The city estimates about 100 small businesses downtown alone have been shut down or limited, but it also recognizes some of its large players as well.

Report: Revenue from sales, room taxes to take huge hit in La Crosse area counties

When it comes to things like the La Crosse Center or the regional airport, Kabat says the city will take a bit hit, even though neither pays the city property taxes.

Kabat said the airport is down about 90% in business, which includes flights, car rentals and concession sales.

Meanwhile, the La Crosse Center has had to cancel several large-scale events — all while pursuing a $42 million expansion that is largely paid for by room taxes. And no one is checking into hotels like they used to.

"Again, it's one of those things that we're so blessed here in La Crosse, that we have a very diverse economy," Kabat said, "and when you have a big portion of those sectors being shut down, it has a ripple effect.

"We probably haven't even seen the worst of it yet."

It's also no secret that the city is fearful of potential flooding this spring, already sitting with a record-high water table. Outlook reports remain positive for now, but any flooding could redistribute any emergency funding away from the virus efforts.

But the city is staying hopeful that it has the right tools to get out of this when the time comes.

About 20% of its $68.76 million operating budget is in reserves, which could be used to pay for emergency grants and extra staffing.

"We do have a very substantial reserve fund for these types of emergencies. We're hopeful that we don't need to tap into it," Kabat said.

On top of that, the city has collected more than half of its property taxes already, and was financially healthy going into this global crisis.

"The city, our operation is doing well. We've really been very disciplined when it comes to our fiscal operations, so for the past seven years we've reduced total city spending," Kabat said.

And same with the state.
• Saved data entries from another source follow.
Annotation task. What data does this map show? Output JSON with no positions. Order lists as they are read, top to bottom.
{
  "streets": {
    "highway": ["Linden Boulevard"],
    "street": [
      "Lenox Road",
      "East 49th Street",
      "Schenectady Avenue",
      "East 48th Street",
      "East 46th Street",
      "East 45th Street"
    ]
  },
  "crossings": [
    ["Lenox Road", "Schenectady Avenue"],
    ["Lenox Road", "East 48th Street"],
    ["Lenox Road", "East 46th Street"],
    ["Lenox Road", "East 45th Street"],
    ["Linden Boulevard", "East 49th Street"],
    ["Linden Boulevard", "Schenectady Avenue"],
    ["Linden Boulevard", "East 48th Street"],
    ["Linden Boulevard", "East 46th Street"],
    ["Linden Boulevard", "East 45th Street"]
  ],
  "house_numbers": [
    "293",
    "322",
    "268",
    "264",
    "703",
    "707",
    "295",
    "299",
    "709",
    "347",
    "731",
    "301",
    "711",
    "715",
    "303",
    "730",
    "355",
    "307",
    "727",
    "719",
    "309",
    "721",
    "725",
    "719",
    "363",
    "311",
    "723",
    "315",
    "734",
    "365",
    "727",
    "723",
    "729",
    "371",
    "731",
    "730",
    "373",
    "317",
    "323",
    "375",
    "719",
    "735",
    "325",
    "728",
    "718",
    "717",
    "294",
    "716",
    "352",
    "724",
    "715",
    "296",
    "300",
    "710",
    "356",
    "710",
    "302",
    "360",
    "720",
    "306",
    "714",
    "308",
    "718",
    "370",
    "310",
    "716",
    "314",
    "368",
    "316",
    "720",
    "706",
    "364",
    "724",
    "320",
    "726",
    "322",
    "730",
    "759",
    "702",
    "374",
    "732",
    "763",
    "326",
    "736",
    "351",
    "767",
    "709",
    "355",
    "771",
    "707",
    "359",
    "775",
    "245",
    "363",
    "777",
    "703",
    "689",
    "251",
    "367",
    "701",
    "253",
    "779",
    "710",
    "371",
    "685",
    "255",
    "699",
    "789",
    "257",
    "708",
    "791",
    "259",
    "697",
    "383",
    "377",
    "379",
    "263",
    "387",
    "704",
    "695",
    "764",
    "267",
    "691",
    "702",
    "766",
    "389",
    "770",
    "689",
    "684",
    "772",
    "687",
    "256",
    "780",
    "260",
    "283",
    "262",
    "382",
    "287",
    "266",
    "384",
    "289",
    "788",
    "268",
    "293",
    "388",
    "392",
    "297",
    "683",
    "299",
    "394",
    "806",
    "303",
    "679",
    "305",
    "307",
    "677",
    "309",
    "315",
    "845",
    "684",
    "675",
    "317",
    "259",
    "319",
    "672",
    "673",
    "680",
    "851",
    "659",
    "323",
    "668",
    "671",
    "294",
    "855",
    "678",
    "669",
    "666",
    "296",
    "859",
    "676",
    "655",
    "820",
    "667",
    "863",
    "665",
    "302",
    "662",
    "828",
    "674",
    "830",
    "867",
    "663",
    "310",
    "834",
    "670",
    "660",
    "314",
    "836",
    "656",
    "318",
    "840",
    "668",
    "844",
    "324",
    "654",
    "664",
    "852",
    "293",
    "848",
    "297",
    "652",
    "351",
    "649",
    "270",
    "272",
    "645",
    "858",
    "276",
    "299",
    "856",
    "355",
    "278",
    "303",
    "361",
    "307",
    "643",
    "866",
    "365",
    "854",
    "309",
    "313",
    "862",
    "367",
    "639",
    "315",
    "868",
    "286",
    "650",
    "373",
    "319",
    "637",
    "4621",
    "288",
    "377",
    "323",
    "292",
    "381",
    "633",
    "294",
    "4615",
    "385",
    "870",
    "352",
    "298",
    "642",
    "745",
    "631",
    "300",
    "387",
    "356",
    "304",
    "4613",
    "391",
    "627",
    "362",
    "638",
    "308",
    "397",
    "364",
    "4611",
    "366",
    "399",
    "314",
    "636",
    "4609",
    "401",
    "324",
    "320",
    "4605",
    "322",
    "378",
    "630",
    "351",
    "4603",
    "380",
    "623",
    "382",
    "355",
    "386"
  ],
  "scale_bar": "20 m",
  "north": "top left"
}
Going into March, it was looking at an increase of about 6% increase in tax revenue, even with a particularly down month of February, according to a report from the state Department of Revenue.

"I think with the updates to the orders from the president and the governor, we know that our facilities, our programs are going to be shut down realistically through April, and probably until May at the earliest," Kabat said, "So I think it will take probably through the summer to get back to some type of normalcy."

"But I have full confidence that we will get through this."